Amen! I'm totally going to use your model here as my first hood if you don't mind. Did the fumes just blow out a duct on top of your shed? I'm still really small time but am constantly looking for ways to simplify this...

Right now I march back and forth from the house grabbing jug after jug of solutions and jars. Constantly putting stuff up and pulling stuff outside depending on the weather. 

Oh yeah... What material did you use for the interior?


----------



## saadat68

Can someone say to me is there a hole on top of the bottle ? If no, So I think vacuum pump break it. right? :shock:


----------



## 4metals

The flask is vented from a hole in the stopper on top of the flask.


----------



## autumnwillow

4metals there's a hole in that setup?

Mine doesn't have any. If he is going to use 2L nitric acid thats going to leak for sure.

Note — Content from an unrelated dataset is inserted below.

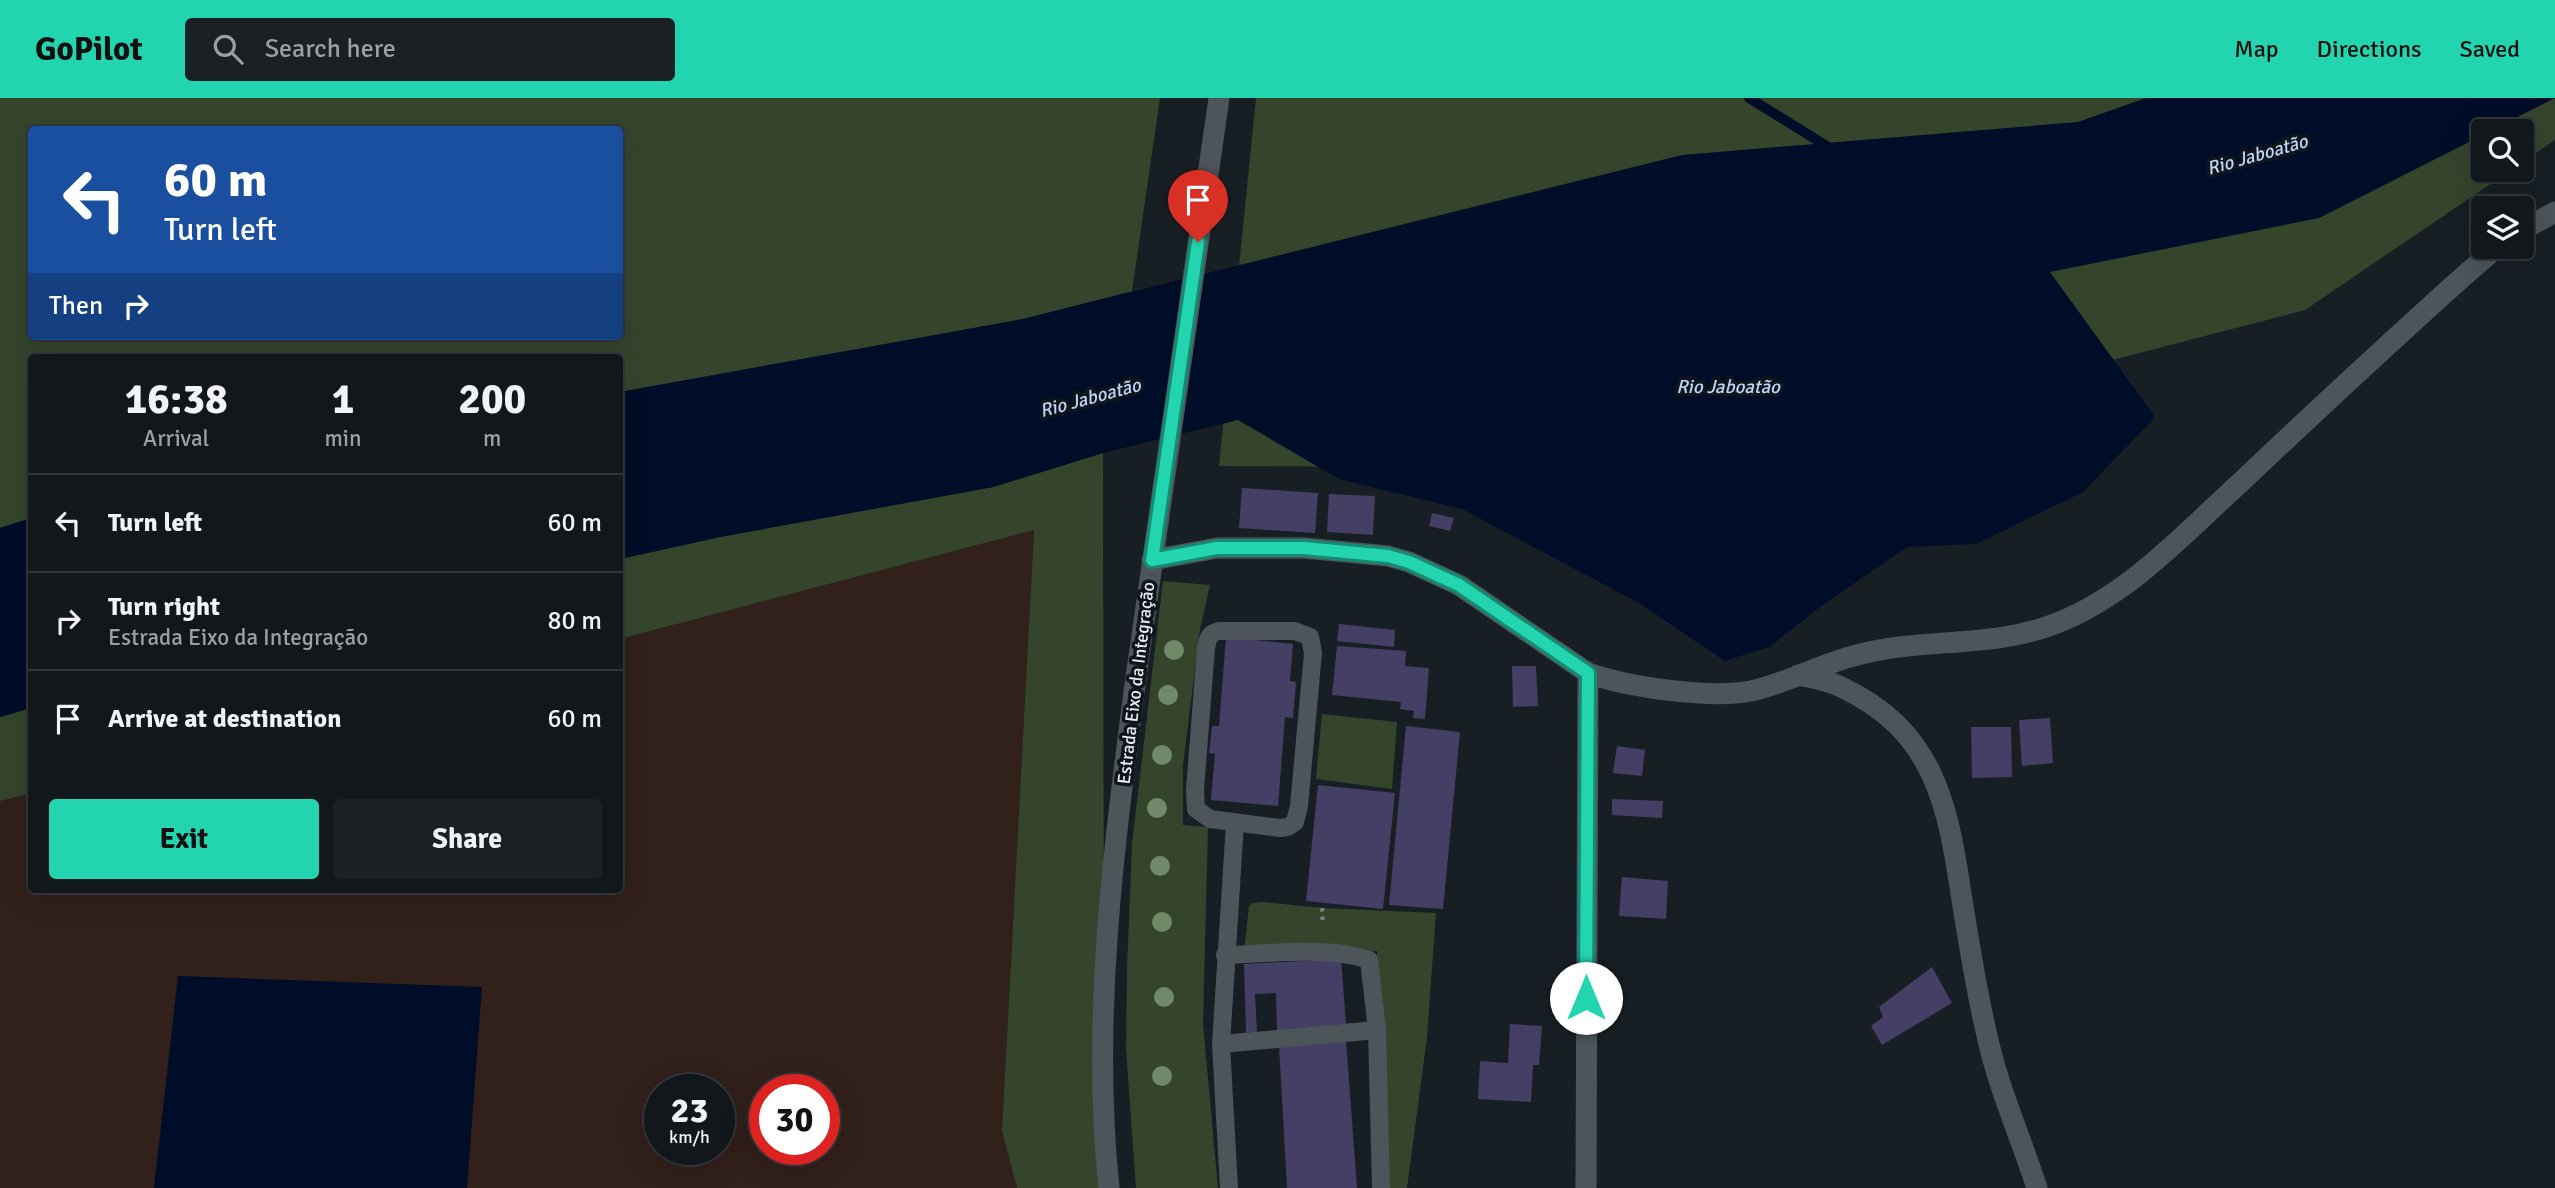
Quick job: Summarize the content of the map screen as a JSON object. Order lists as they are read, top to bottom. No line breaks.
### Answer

Saadat make your own thread and post pictures there, we'll help you from there.
If you make a closed system like this you can work indoors. And you will use half of the acid that you normally use as a closed system is more efficient. It can also scrub 99% of the fumes while you can recycle all of the wastes generated by the scrubber.


----------



## saadat68

autumnwillow said:


> 4metals there's a hole in that setup?
> 
> Mine doesn't have any. If he is going to use 2L nitric acid thats going to leak for sure.
> 
> Saadat make your own thread and post pictures there, we'll help you from there.
> If you make a closed system like this you can work indoors. And you will use half of the acid that you normally use as a closed system is more efficient. It can also scrub 99% of the fumes while you can recycle all of the wastes generated by the scrubber.


Thanks you 4metals and autmnwillow 
but if your flask doesn't have any hole, why pump doesn't break your flask ?


----------



## autumnwillow

saadat68 said:


> Thanks you 4metals and autmnwillow
> but if your flask doesn't have any hole, why pump doesn't break your flask ?

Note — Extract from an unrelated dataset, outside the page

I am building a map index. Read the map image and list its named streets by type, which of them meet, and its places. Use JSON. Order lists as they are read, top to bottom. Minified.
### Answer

The vacuum is strong enough to break plastics containers, not borosilicate glass for lab use.


----------



## 4metals

If you suck air out of the flask and do not replace the air (from the hole in the stopper on top) you will have a flask under vacuum. A reaction that is happening in the flask under vacuum is more inclined to boil over, in addition an erlenmeyer flask is not the most desirable vessel for a digestion because as the solution rises with the reaction, the surface area inside the vessel decreases, the higher it rises the smaller it gets and the faster it rises. The word volcano comes to mind!

The hole in the top stopper allows air in and allows air plus fume to be scrubbed to be pulled through the the scrubbing device. Without a hole there is no flow.


----------



## FrugalRefiner

I like to use a thistle tube in the hole. It makes acid additions to the flask very easy.

Dave


----------



## saadat68

Thanks guys I think I am ready to start for make a scrubber. I understood what I want now. But I must buy a stopper and drill it ? How big is the hole ? is 1.5 mm diameter enough ?



FrugalRefiner said:


> I like to use a thistle tube in the hole. It makes acid additions to the flask very easy.
> 
> Dave



Isn't it very small ? how you pour acid from this tube? :shock:
Edited: No I think it have good size
https://www.alibaba.com/product-detail/Glass-Thistle-funnel-long-stem-funnel_60098651164.html?spm=a2700.7724838.0.0.la4DLA


----------



## Shark

FrugalRefiner said:


> I like to use a thistle tube in the hole. It makes acid additions to the flask very easy.
> 
> Dave



Thanks Dave, I had been wondering what that tube was called.


----------



## autumnwillow

4metals said:


> If you suck air out of the flask and do not replace the air (from the hole in the stopper on top) you will have a flask under vacuum. A reaction that is happening in the flask under vacuum is more inclined to boil over, in addition an erlenmeyer flask is not the most desirable vessel for a digestion because as the solution rises with the reaction, the surface area inside the vessel decreases, the higher it rises the smaller it gets and the faster it rises. The word volcano comes to mind!
> 
> The hole in the top stopper allows air in and allows air plus fume to be scrubbed to be pulled through the the scrubbing device. Without a hole there is no flow.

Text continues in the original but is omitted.